## PROBLEM DESCRIPTION
This exercise calls for copying every line below that holds the word "Overpass".

[Data entries]
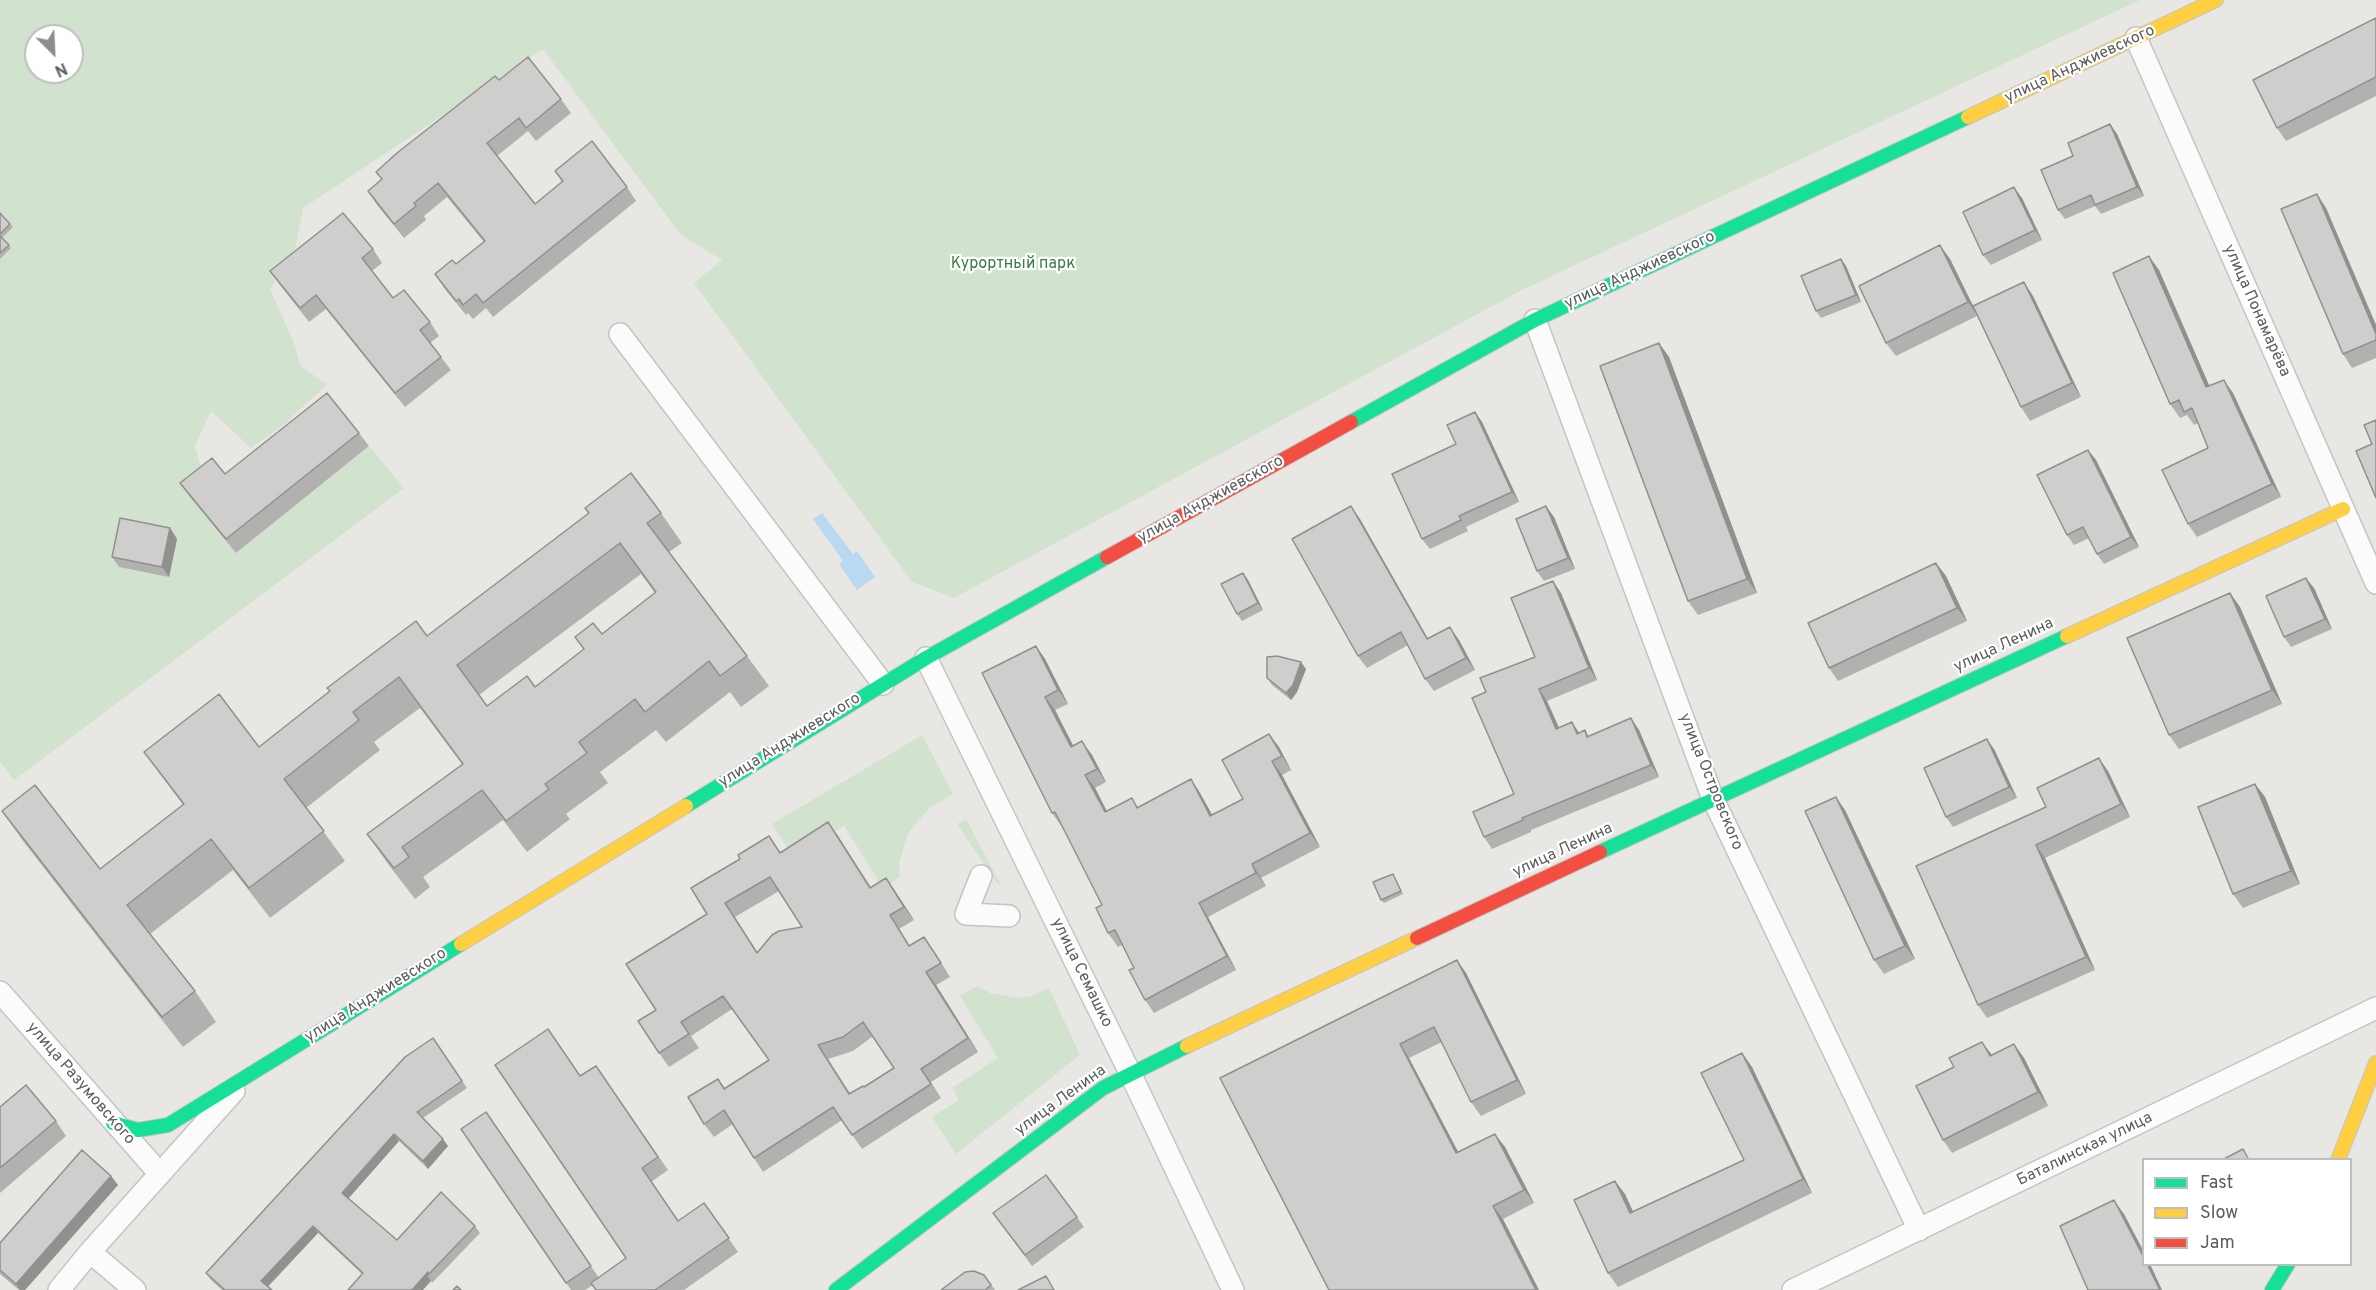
<!DOCTYPE html>
<html>
<head>
<meta charset="utf-8">
<style>
  body { margin:0 }
  #map { position:relative; width:2376px; height:1290px; overflow:hidden; background:#e8e7e3; font-family:Overpass,sans-serif }
  canvas { display:block }
  .legend { position:absolute; left:2142px; top:1158px; width:210px; height:108px; box-sizing:border-box; background:#fff; border:2px solid #bdbebf; margin:0; padding:8px 10px; list-style:none; font-size:18px; color:#595c60 }
  .legend li { display:flex; align-items:center; gap:12px; height:30px }
  .legend b { width:30px; border:2px solid #bdbebf }
  .north { position:absolute; left:24px; top:24px; width:60px; height:60px; box-sizing:border-box; background:#fff; border:2px solid #bdbebf; border-radius:50%; rotate:156deg; font-size:16px; font-weight:700; line-height:24px; text-align:center; color:#595c60 }
  .north::after { content:''; display:block; margin:auto; width:21px; height:27px; background:#8b8d8e; clip-path:polygon(50% 0,100% 100%,50% 72%,0 100%) }
</style>
</head>
<body>
<div id="map">
<canvas width="2376" height="1290"></canvas>
<ul class="legend">
<li><b style="height:8px;background:#16e098"></b>Fast</li>
<li><b style="height:8px;background:#ffcf43"></b>Slow</li>
<li><b style="height:8px;background:#f24e42"></b>Jam</li>
</ul>
<div class="north">N</div>
</div>
<script>
const g = document.querySelector('canvas').getContext('2d');
g.lineJoin = 'round';
function fillPath(path, color) { g.fillStyle = color; g.fill(path, 'evenodd'); }
const poly = rows => new Path2D(rows.map(r => 'M' + r).join(''));
function stroke(path, color, width, dash) { g.strokeStyle = color; g.lineWidth = width; g.lineCap = dash ? 'butt' : 'round'; g.setLineDash(dash || []); g.stroke(path); }
function drawText(font, color, halo, rows, align = 'center') {
  g.font = font + ' Overpass,sans-serif'; g.lineWidth = 4.5; g.setLineDash([]); g.textBaseline = 'middle'; g.strokeStyle = halo; g.fillStyle = color; for (const [text, x, y, turn = 0] of rows) {
    g.save(); g.translate(x, y); g.rotate((+turn || 0) * Math.PI / 180); g.textAlign = isNaN(turn) ? turn : align; if (halo) g.strokeText(text, 0, 0); g.fillText(text, 0, 0); g.restore();
  }
}
const green = poly([
  [0,0,2140,0,1520,291,954,598,912,582,694,283,722,260,680,234,543,49,303,208,295,251,270,289,294,343,300,365,327,385,282,426,251,448,211,411,195,446,203,475,236,553,369,446,404,488,14,780,0,761],
  [36,36,72,36,72,72,36,72],
  [922,735,953,794,930,807,908,833,899,864,900,877,883,888,844,826,793,857,772,824],
  [966,819,1002,887,996,882,957,824],
  [977,986,990,993,1018,998,1032,996,1049,988,1080,1055,956,1154,932,1117,959,1100,952,1088,998,1058,960,996]
]);
const water = poly([
  [822,513,853,554,857,551,875,577,857,590,839,564,843,561,813,519]
]);
const street = poly([
  [2136,38,2376,583],
  [1535,320,1713,799,1919,1230],
  [620,334,883,684],
  [926,658,1130,1073,1233,1290],
  [981,876,966,914,1009,916],
  [0,992,160,1174],
  [90,1252,135,1290],
  [59,1290,90,1252,234,1091],
  [1793,1290,2376,1008]
]);
const fast = poly([
  [1351,422,1535,320,1968,117],
  [686,806,926,658,1107,557],
  [1600,852,2067,636],
  [113,1123,138,1130,168,1125,461,944],
  [836,1290,1103,1088,1187,1046],
  [2272,1290,2288,1264]
]);
const slow = poly([
  [1968,117,2216,0],
  [2067,636,2343,509],
  [461,944,686,806],
  [1187,1046,1417,938],
  [2338,1160,2376,1063]
]);
const jam = poly([
  [1107,557,1351,422],
  [1417,938,1600,852]
]);
const wall = poly([
  [2376,18,2376,96,2286,141,2277,128],
  [499,80,561,99,571,113,536,141,528,131,497,156,535,204,562,182,555,171,627,187,636,201,493,317,486,308,473,319,468,313,466,315,444,288,435,274,456,264,484,242,447,197,424,216,426,220,404,238,377,205,368,191,382,179,376,172],
  [2110,124,2117,134,2144,196,2101,214,2095,206,2065,219,2058,210,2073,156],
  [2317,194,2326,208,2376,325,2376,358,2352,368,2343,354],
  [2022,198,2042,240,1991,265,1983,255],
  [0,213,13,227,2,238,11,248,0,259],
  [373,249,382,263,372,271,393,298,430,322,439,336,430,343,451,370,405,407,326,309,309,322,280,285,270,271],
  [1841,259,1846,266,1861,302,1821,318,1816,311],
  [1950,259,1973,306,2033,296,2081,397,2030,421,2021,407,1977,316,1896,356,1886,343],
  [2159,270,2209,386,2233,393,2281,497,2197,537,2188,524,2208,448,2198,423,2194,425,2187,415,2180,418,2170,404],
  [1659,343,1669,357,1757,593,1698,615,1688,601],
  [1475,412,1482,422,1519,502,1466,527,1468,531,1430,549,1422,539,1456,444],
  [359,433,369,446,236,553,190,497,180,483,225,474],
  [2088,450,2096,460,2139,547,2104,564,2097,554,2089,538,2074,545,2067,535],
  [1351,506,1360,519,1428,638,1459,640,1475,670,1434,691,1425,679,1408,645,1367,668,1358,656],
  [661,513,682,543,669,552,747,656,769,686,741,707,730,692,666,742,656,730,600,772,608,783,566,814,570,819,527,852,503,820,423,877,430,887,415,899,388,864,367,834,462,764,420,708,374,742,380,750,306,808,345,861,270,918,233,870,150,934,195,991,216,1022,183,1047,23,841,2,811,100,869,183,805,144,752,259,747,427,636],
  [641,574,655,593,602,634,575,637,584,650,535,687,487,706,479,695],
  [1554,517,1575,569,1544,581,1537,571],
  [170,528,177,539,169,577,119,567,112,557],
  [1936,563,1946,576,1967,621,1838,681,1829,668],
  [1243,573,1248,580,1263,610,1242,621,1237,614],
  [2314,588,2332,629,2291,647,2284,637],
  [1561,593,1597,680,1547,701,1559,728,1579,733,1585,730,1589,736,1631,718,1639,730,1659,777,1531,830,1531,832,1492,849,1484,837,1514,794,1486,692,1535,657],
  [2230,593,2240,607,2282,704,2179,749,2169,735],
  [1036,646,1045,659,1068,704,1055,710,1073,746,1092,755,1106,782,1095,788,1107,811,1132,798,1138,807,1191,779,1200,793,1212,815,1243,799,1279,747,1291,770,1282,775,1320,847,1261,878,1266,886,1208,917,1236,970,1154,1013,1145,1000,1134,968,1122,945,1118,947,1108,933,1102,905,1063,826,1062,827,1052,813],
  [1306,669,1297,692,1291,700,1272,685,1267,678],
  [1994,749,2017,798,1953,827,1946,817],
  [2108,771,2130,817,2045,858,2095,970,1987,1018,1978,1005,2046,807],
  [2255,784,2265,797,2300,884,2243,908,2233,894],
  [1845,810,1915,959,1884,974,1874,960],
  [838,836,871,887,886,878,895,891,914,920,899,929,910,946,934,951,950,977,936,985,978,1052,931,1082,941,1098,862,1149,842,1120,763,1172,754,1158,733,1124,714,1137,704,1124,718,1079,725,1088,769,1060,732,1009,691,1036,699,1048,669,1067,659,1053,656,1010,707,914,780,852],
  [779,891,802,927,758,953,735,917],
  [873,1036,894,1068,864,1087,850,1093,828,1059,853,1051],
  [1393,874,1403,894,1384,903,1381,900],
  [1457,960,1466,973,1526,1094,1481,1116,1471,1102,1442,1042,1409,1058,1458,1152,1505,1147,1534,1203,1503,1219,1220,1078],
  [433,1038,467,1088,423,1118,448,1146,428,1169,399,1141,348,1199,397,1240,475,1226,480,1233,432,1283,431,1281,362,1274,318,1233,268,1287,271,1290,222,1290,211,1280,206,1273],
  [2014,1044,2024,1058,2048,1106,1952,1153,1943,1140,1992,1055],
  [1742,1053,1752,1067,1812,1193,1618,1287,1608,1273,1625,1194,1633,1212,1744,1160],
  [596,1066,668,1170,651,1182,678,1221,704,1203,738,1252,684,1290,596,1290,593,1285,585,1290,571,1290,461,1129,486,1112,599,1278,626,1258,580,1076],
  [0,1107,56,1121,66,1136,0,1193],
  [111,1176,118,1185,25,1290,19,1290,0,1274,0,1243],
  [1077,1217,1084,1227,1032,1266,1001,1224],
  [984,1275,995,1290,941,1290]
]);
const shadedWall = poly([
  [2110,124,2117,134,2144,196,2137,187],
  [2014,187,2022,198,2042,240,2035,230],
  [2317,194,2326,208,2376,325,2376,334],
  [1940,245,1950,259,1978,316,1968,302],
  [2149,256,2159,270,2216,401,2206,387],
  [1841,259,1846,266,1861,302,1856,295],
  [2024,282,2033,296,2081,397,2072,383],
  [1659,343,1669,357,1757,593,1747,579],
  [2224,380,2233,393,2281,497,2272,484],
  [1475,412,1482,422,1519,502,1512,492],
  [2088,450,2096,460,2139,547,2131,537],
  [1351,506,1360,519,1435,652,1427,639],
  [1546,506,1554,517,1575,569,1568,558],
  [170,528,177,539,169,577,162,567],
  [1936,563,1946,576,1967,621,1957,608],
  [1243,573,1248,580,1263,610,1258,603],
  [2306,578,2314,588,2332,629,2325,619],
  [1553,581,1561,593,1597,680,1589,668],
  [2230,593,2240,607,2282,704,2272,690],
  [1450,627,1459,640,1475,670,1466,658],
  [1036,646,1045,659,1068,704,1058,690],
  [1301,662,1306,669,1297,692,1291,700,1286,693],
  [1539,689,1547,701,1565,741,1556,729],
  [1045,697,1055,710,1081,761,1071,747],
  [1631,718,1639,730,1659,777,1651,765],
  [1572,722,1580,734,1577,734],
  [1269,734,1279,747,1291,770,1282,756],
  [1987,739,1994,749,2017,798,2009,787],
  [1082,741,1092,755,1106,782,1097,769],
  [2099,758,2108,771,2130,817,2121,804],
  [1272,761,1282,775,1320,847,1310,833],
  [1085,775,1095,788,1114,826,1105,812],
  [1191,779,1200,793,1220,829,1210,816],
  [2255,784,2265,797,2300,884,2291,871],
  [1836,797,1845,810,1915,959,1905,946],
  [828,822,838,836,879,902,870,888],
  [2036,845,2045,858,2095,970,2086,957],
  [1252,864,1261,878,1266,886,1256,873],
  [886,878,895,891,914,920,904,907],
  [1199,903,1208,917,1236,970,1227,956],
  [1457,960,1466,973,1526,1094,1517,1080],
  [926,972,936,985,978,1052,968,1038],
  [1982,1042,1992,1055,1990,1056],
  [1400,1044,1409,1058,1466,1167,1456,1153],
  [2014,1044,2024,1058,2048,1106,2038,1092],
  [1742,1053,1752,1067,1812,1193,1803,1179],
  [394,1134,399,1141,347,1200,342,1193],
  [1495,1134,1505,1147,1534,1203,1524,1190],
  [443,1139,448,1146,428,1169,423,1161],
  [111,1176,118,1185,25,1290,20,1290,16,1284],
  [1615,1181,1625,1194,1640,1227,1630,1213],
  [2114,1200,2124,1214,2144,1252,2144,1258],
  [1493,1206,1503,1219,1539,1290,1536,1290],
  [313,1226,318,1233,266,1288,261,1281],
  [2147,1264,2150,1264,2162,1290,2160,1290],
  [428,1272,427,1276,431,1281,423,1290,412,1290]
]);
const building = poly([
  [2376,18,2376,77,2277,128,2253,80,2376,18],
  [528,57,561,99,526,128,519,118,487,143,535,204,563,181,555,171,592,141,627,187,483,303,476,294,463,305,459,299,456,301,435,274,452,260,456,264,485,241,438,183,414,203,416,206,394,224,368,191,382,179,376,172,397,153,495,76,499,80,528,57],
  [2110,124,2137,187,2095,205,2091,195,2058,210,2041,170,2073,156,2068,143,2110,124],
  [2014,187,2035,230,1983,255,1963,212,2014,187],
  [2317,194,2376,334,2376,340,2343,354,2281,209,2317,194],
  [0,213,10,224,0,234,0,213],
  [343,213,373,249,362,258,393,298,404,290,430,322,420,330,441,357,395,393,316,295,300,308,270,271,343,213],
  [0,236,9,245,0,253,0,236],
  [1940,245,1968,302,1886,343,1859,286,1940,245],
  [2149,256,2206,387,2224,380,2272,484,2188,524,2162,470,2208,448,2192,408,2184,412,2179,400,2170,404,2113,273,2149,256],
  [1841,259,1856,295,1816,311,1801,276,1841,259],
  [2024,282,2072,383,2021,407,1973,306,2024,282],
  [1659,343,1747,579,1688,601,1600,366,1659,343],
  [327,393,359,433,226,539,180,483,212,458,225,474,327,393],
  [1475,412,1512,492,1459,516,1461,520,1422,539,1392,474,1456,444,1447,425,1475,412],
  [2376,420,2376,498,2356,451,2372,444,2364,425,2376,420],
  [2088,450,2131,537,2097,554,2083,527,2067,535,2037,475,2088,450],
  [631,473,661,513,647,523,747,656,720,676,709,661,645,712,635,699,579,742,587,753,545,784,549,789,506,821,482,790,402,847,409,857,394,868,367,834,463,764,399,677,353,712,359,720,284,779,324,831,249,888,211,839,127,905,195,991,162,1017,2,811,35,785,100,869,184,804,144,752,219,694,259,747,330,691,327,688,416,621,427,636,589,513,585,508,631,473],
  [620,543,656,592,602,634,593,623,575,637,584,649,535,687,527,676,487,706,457,665,620,543],
  [1351,506,1427,639,1450,627,1466,658,1425,679,1401,632,1358,656,1292,539,1351,506],
  [1546,506,1568,558,1537,571,1516,519,1546,506],
  [120,518,170,528,162,567,112,557,120,518],
  [1936,563,1957,608,1829,668,1808,623,1936,563],
  [1243,573,1258,603,1237,614,1221,584,1243,573],
  [2306,578,2325,619,2284,637,2266,596,2306,578],
  [1553,581,1589,668,1539,689,1556,729,1572,722,1577,734,1585,730,1587,737,1631,718,1651,765,1522,818,1523,820,1484,837,1473,812,1514,794,1472,698,1486,692,1480,678,1535,657,1511,598,1553,581],
  [2230,593,2272,690,2169,735,2127,638,2230,593],
  [1036,646,1058,690,1045,697,1071,747,1082,741,1097,769,1085,775,1105,812,1132,798,1137,808,1191,779,1210,816,1243,799,1222,760,1269,734,1282,756,1272,761,1310,833,1252,864,1256,873,1199,903,1227,956,1145,1000,1129,970,1134,968,1115,930,1108,933,1096,908,1102,905,1055,812,1052,813,982,673,1036,646],
  [1277,656,1301,662,1293,685,1286,693,1267,678,1267,657,1277,656],
  [1987,739,2009,787,1946,817,1924,768,1987,739],
  [2099,758,2121,804,2036,845,2086,957,1978,1005,1916,866,2046,807,2037,788,2099,758],
  [2255,784,2291,871,2233,894,2198,807,2255,784],
  [1836,797,1905,946,1874,960,1805,811,1836,797],
  [828,822,870,888,886,878,904,907,890,915,909,946,924,937,941,963,926,972,968,1038,921,1069,931,1084,852,1135,833,1107,754,1158,724,1110,704,1124,688,1097,718,1079,724,1089,769,1060,723,996,681,1022,689,1034,659,1053,638,1021,656,1010,626,964,707,914,691,888,740,859,738,855,769,836,780,853,828,822],
  [770,877,802,927,779,931,772,935,757,953,725,903,770,877],
  [863,1022,894,1068,864,1087,863,1086,849,1094,818,1045,843,1037,863,1022],
  [1393,874,1401,891,1381,900,1373,882,1393,874],
  [1457,960,1517,1080,1471,1102,1434,1027,1400,1044,1456,1153,1495,1134,1524,1190,1493,1206,1536,1290,1329,1290,1220,1078,1457,960],
  [548,1029,580,1076,596,1066,658,1157,642,1168,678,1221,704,1203,729,1238,655,1290,596,1290,591,1283,626,1258,495,1065,548,1029],
  [433,1038,462,1081,417,1112,443,1139,423,1161,394,1134,342,1193,397,1240,441,1192,475,1226,427,1276,428,1272,412,1290,348,1290,363,1273,313,1226,261,1281,272,1290,225,1290,206,1273,405,1057,433,1038],
  [1982,1042,1990,1056,2014,1044,2038,1092,1943,1140,1916,1086,1954,1067,1949,1058,1982,1042],
  [1742,1053,1803,1179,1608,1273,1574,1200,1615,1181,1630,1213,1744,1160,1701,1073,1742,1053],
  [26,1085,56,1121,0,1168,0,1107,26,1085],
  [486,1112,591,1266,566,1283,461,1129,486,1112],
  [2243,1149,2249,1160,2222,1160,2243,1149],
  [82,1150,111,1176,16,1284,0,1270,0,1243,82,1150],
  [1046,1175,1077,1217,1025,1255,993,1213,1046,1175],
  [2114,1200,2144,1258,2144,1264,2147,1264,2160,1290,2088,1290,2060,1226,2114,1200],
  [974,1271,984,1275,991,1285,985,1290,941,1290,965,1272,974,1271],
  [1046,1276,1054,1290,1018,1290,1046,1276],
  [457,1286,461,1290,453,1290,457,1286]
]);
const streetNames = [
  ["улица Анджиевского",2080,65,-25],
  ["улица Анджиевского",1640,271,-25],
  ["улица Понамарёва",2256,311,66],
  ["улица Анджиевского",1211,500,-29],
  ["улица Ленина",2004,646,-25],
  ["улица Анджиевского",790,741,-32],
  ["улица Островского",1710,782,68],
  ["улица Ленина",1563,851,-25],
  ["улица Семашко",1081,973,64],
  ["улица Анджиевского",376,996,-32],
  ["улица Разумовского",80,1084,49],
  ["улица Ленина",1061,1101,-36],
  ["Баталинская улица",2085,1150,-26]
];
const parkNames = [
  ["Курортный парк",1013,265]
];
fillPath(green, '#d1e3cf');
fillPath(water, '#b9d9f0');
stroke(street, '#c4c4c4', 24);
stroke(fast, '#c5c5c5', 16);
stroke(slow, '#c5c5c5', 16);
stroke(jam, '#c5c5c5', 16);
stroke(street, '#fcfbfb', 21);
stroke(fast, '#16e098', 14);
stroke(slow, '#ffcf43', 14);
stroke(jam, '#f24e42', 14);
fillPath(wall, '#b2b1af');
fillPath(shadedWall, '#91908f');
fillPath(building, '#cfcecc');
stroke(building, '#91908f', 1.5);
drawText('16px', '#595c60', '#fff', streetNames);
drawText('16px', '#3b7d3e', '#fff', parkNames);
</script>
</body>
</html>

## ANSWER TO THIS PROBLEM
  #map { position:relative; width:2376px; height:1290px; overflow:hidden; background:#e8e7e3; font-family:Overpass,sans-serif }
  g.font = font + ' Overpass,sans-serif'; g.lineWidth = 4.5; g.setLineDash([]); g.textBaseline = 'middle'; g.strokeStyle = halo; g.fillStyle = color; for (const [text, x, y, turn = 0] of rows) {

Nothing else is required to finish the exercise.